Comments and Suggestions for Authors

The authors have addressed all previous comments by performing new and robust experiments.

Author Response

We thank the reviewer for their positive assessment and are pleased that the new experimental data satisfactorily address their previous concerns.

This manuscript is a resubmission of an earlier submission. The following is a list of the peer review reports and author responses from that submission.


Round 1

Reviewer 1 Report

Comments and Suggestions for Authors

Review Summary:

The authors present a comparative analysis of the SpRYc nuclease in HEK293T, CEM-R5, and Drosophila S2 cells. While the study suggests that SpRYc exhibits a preference for the GAG motif, the current data do not fully support this conclusion. Furthermore, the manuscript lacks additional findings that would demonstrate broader applications of SpRYc, limiting its overall impact. To strengthen the work, more comprehensive analyses and validation across multiple genomic loci are needed to substantiate the conclusions.

Comments:

  1. The authors used the Traffic Light Reporter 5 (TLR5) system in HEK293 cells to compare the knockout and knock-in efficiencies of SpCas9 and SpRYc. However, this comparison in HEK293 cells is based solely on the mouse Rosa26 locus. To strengthen the analysis, additional loci should be included for validation.
  2. The reported preference of SpRYc for the GAG PAM sequence is not fully supported by the editing outcomes in CEM-R5 T cells. At the B2M locus, the data suggest that the AGT PAM is more efficiently recognized (Fig. 2C). Thus, one out of the three tested loci in human cells does not align with the proposed GAG preference.
  3. The authors used dSpRYc-VPR for transcriptional activation in Drosophila melanogaster S2 cells. However, in Fig.3E and 3F, AGG PAM appears to perform better than GAG PAM, which raises questions about the claimed PAM preference.

 

Reviewer 2 Report

Comments and Suggestions for Authors

Deriglazova et al. present a comparative, cross-system evaluation of the chimeric nuclease SpRYc, an engineered, near-PAMless variant of SpCas9, to assess its activity and generalizability across distinct biological contexts. The authors compare SpRYc with canonical SpCas9 in human cell lines (HEK293 and CEM-R5), Drosophila melanogaster S2 cells, and D. melanogaster embryos. The study demonstrates that SpRYc activity is highly context-dependent: it shows broad PAM compatibility in HEK293 and S2 cells but markedly reduced activity in CEM-R5 T cells and in vivo Drosophila. Interestingly, the GAG PAM was the only non-canonical motif that consistently supported detectable activity across most systems, although with variable efficiency. The authors conclude that while SpRYc holds promise as a near-PAMless nuclease, there remains a substantial gap between its in vitro potential and in vivo performance, emphasizing the need for cross-system validation and further protein optimization.
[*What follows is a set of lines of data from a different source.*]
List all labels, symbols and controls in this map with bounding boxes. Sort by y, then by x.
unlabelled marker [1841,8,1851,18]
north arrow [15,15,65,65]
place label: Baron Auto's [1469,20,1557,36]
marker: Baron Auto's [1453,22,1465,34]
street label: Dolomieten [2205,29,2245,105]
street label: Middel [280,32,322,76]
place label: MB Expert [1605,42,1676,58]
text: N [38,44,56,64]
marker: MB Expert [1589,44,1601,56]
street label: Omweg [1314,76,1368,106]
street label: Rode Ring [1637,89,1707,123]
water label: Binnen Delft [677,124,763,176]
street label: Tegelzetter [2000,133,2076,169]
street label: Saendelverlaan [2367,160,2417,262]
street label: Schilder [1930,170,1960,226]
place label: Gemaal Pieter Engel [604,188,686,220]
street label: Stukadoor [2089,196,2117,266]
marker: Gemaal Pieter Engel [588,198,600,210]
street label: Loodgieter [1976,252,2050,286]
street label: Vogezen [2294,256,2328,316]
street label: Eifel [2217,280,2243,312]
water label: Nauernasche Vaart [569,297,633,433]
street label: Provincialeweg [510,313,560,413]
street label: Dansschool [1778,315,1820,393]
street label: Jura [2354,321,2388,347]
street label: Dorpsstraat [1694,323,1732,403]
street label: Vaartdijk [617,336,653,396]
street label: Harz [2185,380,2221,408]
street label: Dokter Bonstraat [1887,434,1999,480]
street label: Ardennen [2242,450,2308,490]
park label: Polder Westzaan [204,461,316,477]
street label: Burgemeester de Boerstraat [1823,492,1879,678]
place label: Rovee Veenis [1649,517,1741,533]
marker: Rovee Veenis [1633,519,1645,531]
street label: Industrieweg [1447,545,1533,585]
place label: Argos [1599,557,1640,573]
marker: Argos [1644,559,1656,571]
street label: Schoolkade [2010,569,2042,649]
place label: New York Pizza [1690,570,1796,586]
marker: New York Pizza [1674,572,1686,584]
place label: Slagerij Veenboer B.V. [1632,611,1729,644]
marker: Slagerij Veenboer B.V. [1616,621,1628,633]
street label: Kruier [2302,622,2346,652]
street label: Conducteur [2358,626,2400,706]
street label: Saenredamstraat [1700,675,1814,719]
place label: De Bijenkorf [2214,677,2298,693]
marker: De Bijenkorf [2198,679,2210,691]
There are several major issues within this manuscript need to be done:

  1. The manuscript lacks data confirming whether SpRYc and SpCas9 were expressed at comparable levels. In Figure 1D, for example, the authors conclude that SpRYc is less efficient than SpCas9 using identical sgRNAs, yet there is no evidence that both proteins were expressed or delivered equally. This concern also extends to Figures 2–4.

  2. Following #1 comment, it remains unclear whether SpRYc binding-capability to genome is as efficient as SpCas9.

  3. Another missing thing is scramble sgRNA or non-target sgRNA in both systems as real negative control.

  4. In Figures 2B–C and 3E–F, knockout or activation efficiency is reported based on flow cytometry, but the underlying plots or histograms are not shown. They have to show one representative figures, so the readers can be convinced by their findings.

  5. I am wondering if the authors can establish stable cell system or Tet-On induce system to minimize the low-efficiency artifact due to transfection.